Train riders emerge after 16-hour ordeal
LONDON – More than 2,000 people were stranded beneath the English Channel for up to 16 hours when their Eurostar trains came to a halt in a tunnel, leaving many of them without food, water – or any idea of what was happening.
In the end, they all emerged safe on Friday night, but some suffered claustrophobia or panic attacks, and many passengers complained that Eurostar staff members had done little to help them through the ordeal, which forced some to walk part of the dark tunnel, 24 miles of which is under water.
Eurostar’s executives have offered apologies, refunds, free travel and more, but the company has canceled all passenger services through the Channel Tunnel until Monday in a bid to figure out what happened.
“It was just pandemonium,” said Lee Godfrey, who was returning to London from Disneyland Paris with his family when it was caught in the tunnel.
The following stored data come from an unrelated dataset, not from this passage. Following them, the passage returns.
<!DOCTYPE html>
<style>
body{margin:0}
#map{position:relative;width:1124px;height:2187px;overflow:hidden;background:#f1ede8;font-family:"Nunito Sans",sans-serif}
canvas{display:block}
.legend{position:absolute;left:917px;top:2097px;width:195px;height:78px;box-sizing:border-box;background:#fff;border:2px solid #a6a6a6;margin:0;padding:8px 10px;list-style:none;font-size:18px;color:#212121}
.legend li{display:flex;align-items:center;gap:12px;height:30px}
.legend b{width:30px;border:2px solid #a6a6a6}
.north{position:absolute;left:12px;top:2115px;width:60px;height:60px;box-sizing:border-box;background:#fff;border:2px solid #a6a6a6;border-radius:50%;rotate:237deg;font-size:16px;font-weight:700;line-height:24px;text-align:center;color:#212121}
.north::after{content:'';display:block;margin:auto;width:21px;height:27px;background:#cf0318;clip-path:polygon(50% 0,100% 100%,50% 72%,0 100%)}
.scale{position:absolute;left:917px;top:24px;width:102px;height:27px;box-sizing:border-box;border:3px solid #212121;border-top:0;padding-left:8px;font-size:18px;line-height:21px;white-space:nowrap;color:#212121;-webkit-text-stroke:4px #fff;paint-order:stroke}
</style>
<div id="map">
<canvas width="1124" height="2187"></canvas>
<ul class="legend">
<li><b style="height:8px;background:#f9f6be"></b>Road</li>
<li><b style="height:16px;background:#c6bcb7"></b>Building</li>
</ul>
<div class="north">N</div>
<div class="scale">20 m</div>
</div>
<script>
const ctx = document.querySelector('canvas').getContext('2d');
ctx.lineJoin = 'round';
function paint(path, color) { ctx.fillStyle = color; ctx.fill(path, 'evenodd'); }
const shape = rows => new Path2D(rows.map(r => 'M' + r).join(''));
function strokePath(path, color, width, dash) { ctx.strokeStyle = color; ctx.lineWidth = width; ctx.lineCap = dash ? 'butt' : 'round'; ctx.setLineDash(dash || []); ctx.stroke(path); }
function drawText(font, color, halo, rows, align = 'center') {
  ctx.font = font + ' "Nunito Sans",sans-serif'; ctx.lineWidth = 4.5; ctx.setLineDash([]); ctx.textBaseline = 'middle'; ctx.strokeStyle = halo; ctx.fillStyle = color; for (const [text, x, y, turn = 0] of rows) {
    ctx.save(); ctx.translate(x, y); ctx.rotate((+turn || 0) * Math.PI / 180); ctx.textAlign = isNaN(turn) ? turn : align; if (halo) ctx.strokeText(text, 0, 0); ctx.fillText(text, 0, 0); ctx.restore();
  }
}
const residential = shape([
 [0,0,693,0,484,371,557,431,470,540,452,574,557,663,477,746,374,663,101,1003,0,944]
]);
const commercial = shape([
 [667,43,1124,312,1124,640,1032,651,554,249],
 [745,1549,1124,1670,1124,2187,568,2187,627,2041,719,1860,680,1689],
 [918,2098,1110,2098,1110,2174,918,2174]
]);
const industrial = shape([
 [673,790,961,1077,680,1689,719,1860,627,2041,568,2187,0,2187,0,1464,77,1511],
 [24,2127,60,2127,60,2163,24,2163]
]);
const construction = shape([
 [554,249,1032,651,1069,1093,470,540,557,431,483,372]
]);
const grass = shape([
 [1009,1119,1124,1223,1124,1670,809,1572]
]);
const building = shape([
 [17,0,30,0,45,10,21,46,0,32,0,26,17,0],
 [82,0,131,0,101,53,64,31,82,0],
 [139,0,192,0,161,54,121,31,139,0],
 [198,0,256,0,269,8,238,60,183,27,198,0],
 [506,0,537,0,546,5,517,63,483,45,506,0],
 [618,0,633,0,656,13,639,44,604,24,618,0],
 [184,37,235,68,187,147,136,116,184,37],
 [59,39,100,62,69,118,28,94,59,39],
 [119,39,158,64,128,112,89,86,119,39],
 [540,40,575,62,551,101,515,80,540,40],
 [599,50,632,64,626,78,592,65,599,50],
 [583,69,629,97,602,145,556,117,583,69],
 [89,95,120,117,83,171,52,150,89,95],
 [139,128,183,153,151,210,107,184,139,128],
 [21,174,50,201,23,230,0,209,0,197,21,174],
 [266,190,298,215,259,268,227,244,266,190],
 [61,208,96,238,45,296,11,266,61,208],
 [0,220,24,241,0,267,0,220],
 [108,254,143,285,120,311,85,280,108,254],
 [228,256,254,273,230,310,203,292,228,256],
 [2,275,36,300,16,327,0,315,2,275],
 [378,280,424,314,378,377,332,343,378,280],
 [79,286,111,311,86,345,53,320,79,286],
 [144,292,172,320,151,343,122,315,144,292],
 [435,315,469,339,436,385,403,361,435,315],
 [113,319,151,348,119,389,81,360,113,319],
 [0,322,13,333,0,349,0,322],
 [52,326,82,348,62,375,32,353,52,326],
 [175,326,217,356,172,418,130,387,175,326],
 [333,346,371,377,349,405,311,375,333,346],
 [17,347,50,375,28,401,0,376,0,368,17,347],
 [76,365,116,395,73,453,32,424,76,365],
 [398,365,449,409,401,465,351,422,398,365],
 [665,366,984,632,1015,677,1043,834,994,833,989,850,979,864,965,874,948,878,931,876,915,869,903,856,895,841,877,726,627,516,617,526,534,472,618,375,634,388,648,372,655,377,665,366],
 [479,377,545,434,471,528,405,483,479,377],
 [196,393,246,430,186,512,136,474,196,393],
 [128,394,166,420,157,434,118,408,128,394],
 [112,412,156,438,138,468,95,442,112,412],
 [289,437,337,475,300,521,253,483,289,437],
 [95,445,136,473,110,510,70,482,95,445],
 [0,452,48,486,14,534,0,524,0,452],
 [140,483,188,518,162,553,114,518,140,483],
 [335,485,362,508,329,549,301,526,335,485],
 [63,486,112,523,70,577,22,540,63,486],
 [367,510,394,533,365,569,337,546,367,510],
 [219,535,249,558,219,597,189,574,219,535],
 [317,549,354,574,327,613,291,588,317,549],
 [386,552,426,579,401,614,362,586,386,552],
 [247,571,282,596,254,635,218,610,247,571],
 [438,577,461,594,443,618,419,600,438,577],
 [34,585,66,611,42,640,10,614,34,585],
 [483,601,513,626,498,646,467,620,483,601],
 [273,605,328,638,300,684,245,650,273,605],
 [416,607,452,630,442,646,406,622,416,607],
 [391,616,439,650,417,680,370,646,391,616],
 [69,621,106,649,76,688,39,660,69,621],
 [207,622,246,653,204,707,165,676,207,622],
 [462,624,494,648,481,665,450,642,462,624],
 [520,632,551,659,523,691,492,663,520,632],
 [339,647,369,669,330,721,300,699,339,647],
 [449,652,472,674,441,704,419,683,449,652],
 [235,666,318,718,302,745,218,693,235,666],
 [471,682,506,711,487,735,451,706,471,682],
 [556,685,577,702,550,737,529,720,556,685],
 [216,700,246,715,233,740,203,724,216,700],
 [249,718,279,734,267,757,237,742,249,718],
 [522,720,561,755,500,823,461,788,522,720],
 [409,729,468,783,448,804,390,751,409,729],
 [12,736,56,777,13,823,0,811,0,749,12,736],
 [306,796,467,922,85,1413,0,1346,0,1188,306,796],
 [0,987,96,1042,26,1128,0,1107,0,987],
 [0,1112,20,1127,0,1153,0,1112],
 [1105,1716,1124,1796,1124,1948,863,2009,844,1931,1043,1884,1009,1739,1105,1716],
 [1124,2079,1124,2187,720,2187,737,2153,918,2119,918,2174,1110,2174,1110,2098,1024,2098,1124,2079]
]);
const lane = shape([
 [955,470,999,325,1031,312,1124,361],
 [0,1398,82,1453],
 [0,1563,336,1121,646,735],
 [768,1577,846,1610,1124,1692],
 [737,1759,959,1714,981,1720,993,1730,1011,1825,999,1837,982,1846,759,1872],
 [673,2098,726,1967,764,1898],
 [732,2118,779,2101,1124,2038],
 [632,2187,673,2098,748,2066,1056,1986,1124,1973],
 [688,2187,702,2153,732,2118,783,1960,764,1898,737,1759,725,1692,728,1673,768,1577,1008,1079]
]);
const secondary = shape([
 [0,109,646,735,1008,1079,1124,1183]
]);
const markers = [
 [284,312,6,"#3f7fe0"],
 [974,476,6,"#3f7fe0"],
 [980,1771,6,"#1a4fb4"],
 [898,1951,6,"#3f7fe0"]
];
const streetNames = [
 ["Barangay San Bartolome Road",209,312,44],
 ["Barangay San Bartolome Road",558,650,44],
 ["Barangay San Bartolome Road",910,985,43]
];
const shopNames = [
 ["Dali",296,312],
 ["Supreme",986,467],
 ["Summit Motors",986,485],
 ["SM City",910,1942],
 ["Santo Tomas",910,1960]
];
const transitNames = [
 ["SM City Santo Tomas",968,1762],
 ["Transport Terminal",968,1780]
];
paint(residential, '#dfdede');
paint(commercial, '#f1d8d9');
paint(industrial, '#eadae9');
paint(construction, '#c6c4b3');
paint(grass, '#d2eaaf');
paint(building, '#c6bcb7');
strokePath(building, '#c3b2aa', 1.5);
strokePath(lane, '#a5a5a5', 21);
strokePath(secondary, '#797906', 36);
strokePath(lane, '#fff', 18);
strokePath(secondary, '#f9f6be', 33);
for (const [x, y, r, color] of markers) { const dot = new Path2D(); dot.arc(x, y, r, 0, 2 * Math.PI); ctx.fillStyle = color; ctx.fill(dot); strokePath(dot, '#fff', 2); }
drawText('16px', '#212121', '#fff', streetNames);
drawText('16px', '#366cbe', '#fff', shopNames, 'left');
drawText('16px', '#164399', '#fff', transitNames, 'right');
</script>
He said people suffered asthma attacks and fainted after the train’s power went out, cutting off light and air vents.
Godfrey’s was one of four trains that were stuck in the tunnel Friday evening for reasons that remain unclear.
Eurostar officials have speculated that the quick transition from the icy cold of France, which is suffering some of its worst winter weather in years, to the relative warmth of the tunnel could have interfered with the trains’ electrical systems. But the company’s chief operating officer, Nicolas Petrovic, said Eurostar will have to investigate why the trains broke down.
“We’ve never seen anything like that at Eurostar,” Petrovic told France-Info radio on Saturday.
Early Saturday Eurostar announced it was sending stranded passengers home from London in three special trains – only to cancel the service a few hours later. Two trains dispatched from Paris were also canceled – one broke down shortly after leaving the tunnel, while another was stopped at Lille in northern France.